Pulcineli explica que durante a gestação há uma chance maior de hemorragia. A dengue, por modificar e reduzir o número de plaquetas, potencializa ainda mais esse risco. “Isso aumenta a dificuldade de a gente controlar essa hemorragia.”
A hipertensão, que leva à pré-eclâmpsia, outra importante causa de morte materna, também pode ser um fator de confusão na assistência às gestantes.
Segundo Pulcineli, assim como a dengue, uma das formas de pré-eclâmpsia, a síndrome Hellp, também causa redução das plaquetas, e essas condições podem ser confundidas.
“A pessoa vê que as plaquetas estão baixas e acha que é hipertensão. O tratamento para a síndrome Hellp é antecipar o parto. Mas se fizer o parto e a mulher estiver com dengue hemorrágica, há risco de óbito.”
De acordo com a Sogesp, um quarto das gestantes com dengue apresenta pelo menos um sinal de alerta (grupo C) que vai demandar internação por pelo menos 48 horas e hidratação endovenosa e reavaliação clínica e laboratorial a cada duas horas.
Entre os sinais estão dor abdominal intensa e contínua, vômitos constantes, hipotensão postural, sangramento de mucosas, queda abrupta de plaquetas e desconforto respiratório.
Gestantes enquadradas no grupo D, o mais grave, já com choque circulatório, demandam leito de UTI. Um estudo da Fiocruz de 2018 mostra que quando a gestante apresenta quadro de dengue hemorrágica, há um aumento de 450 vezes de morte materna.
“Apesar de a dengue estar entre nós há tantos anos, todas as vezes em que há uma nova onda é importante repetir o treinamento das equipes de saúde para que possam reconhecer rapidamente os sinais de gravidade. Ao mesmo tempo, é preciso acesso rápido a estruturas adequadas para receber essas gestantes”, diz Pulcinelli.
Outros pesquisam mostram que se a mulher estiver infectada com o vírus da dengue perto do período do nascimento do bebê, a criança poderá nascer infectada ou adquirir a doença no momento do parto.

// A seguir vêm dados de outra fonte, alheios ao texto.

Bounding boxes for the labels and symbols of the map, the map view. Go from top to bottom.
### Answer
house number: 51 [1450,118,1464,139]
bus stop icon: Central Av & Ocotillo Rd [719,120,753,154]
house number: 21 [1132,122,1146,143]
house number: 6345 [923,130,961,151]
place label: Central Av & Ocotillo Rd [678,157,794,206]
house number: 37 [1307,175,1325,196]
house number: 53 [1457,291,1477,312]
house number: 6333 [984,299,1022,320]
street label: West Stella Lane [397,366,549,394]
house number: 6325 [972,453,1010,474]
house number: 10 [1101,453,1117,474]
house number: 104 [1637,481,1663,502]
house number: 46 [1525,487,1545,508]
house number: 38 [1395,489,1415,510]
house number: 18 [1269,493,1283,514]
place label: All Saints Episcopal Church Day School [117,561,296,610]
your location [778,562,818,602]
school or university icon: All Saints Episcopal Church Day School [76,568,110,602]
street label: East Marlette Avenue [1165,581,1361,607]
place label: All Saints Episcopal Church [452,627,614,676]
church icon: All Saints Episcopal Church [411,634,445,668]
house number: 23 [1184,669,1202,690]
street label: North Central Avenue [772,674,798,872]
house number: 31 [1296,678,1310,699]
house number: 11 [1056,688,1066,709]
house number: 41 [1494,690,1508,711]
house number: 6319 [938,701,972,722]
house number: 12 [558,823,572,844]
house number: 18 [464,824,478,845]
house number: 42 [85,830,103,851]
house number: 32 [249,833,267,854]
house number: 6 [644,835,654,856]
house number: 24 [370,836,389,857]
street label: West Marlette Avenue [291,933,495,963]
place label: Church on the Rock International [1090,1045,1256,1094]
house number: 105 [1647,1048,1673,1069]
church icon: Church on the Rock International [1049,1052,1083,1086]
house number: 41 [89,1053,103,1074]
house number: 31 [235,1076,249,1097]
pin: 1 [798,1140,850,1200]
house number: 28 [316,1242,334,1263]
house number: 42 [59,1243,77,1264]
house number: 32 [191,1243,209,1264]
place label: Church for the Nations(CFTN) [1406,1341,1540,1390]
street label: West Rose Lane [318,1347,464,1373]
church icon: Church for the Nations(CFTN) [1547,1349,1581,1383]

Também pode ocorrer ameaça de abortamento nos três primeiros meses de gestação e risco de o bebê nascer prematuro. “Quanto mais grave a doença, maior o risco de óbito fetal e parto prematuro”, diz a médica.
Mesmo quando leve, a infecção por dengue pode provocar baixo peso ao nascer e aumento do risco de hospitalização de crianças até três anos após o nascimento.
A doença não está associada a malformações fetais, como no caso do vírus zika. “Se a gestante pegar a dengue muito próximo ao parto, menos de dez dias, aumenta o risco de a criança ser exposta à dengue, pelo fato de mãe não ter tido tempo para produzir anticorpos, e ter um quadro grave.”
Para a pesquisadora da Fiocruz Enny Paixão, professora assistente da London School of Hygiene & Tropical Medicine, infecções durante a gestação ainda é um assunto negligenciado e as gestantes e seus fetos estão sendo afetadas por isso.
“Nosso grupo tem uma tradição de estudos não apenas dos efeitos da dengue mas também de zika e sífilis. E temos observado efeitos adversos de crianças expostas ainda no útero a essas infecções”, diz.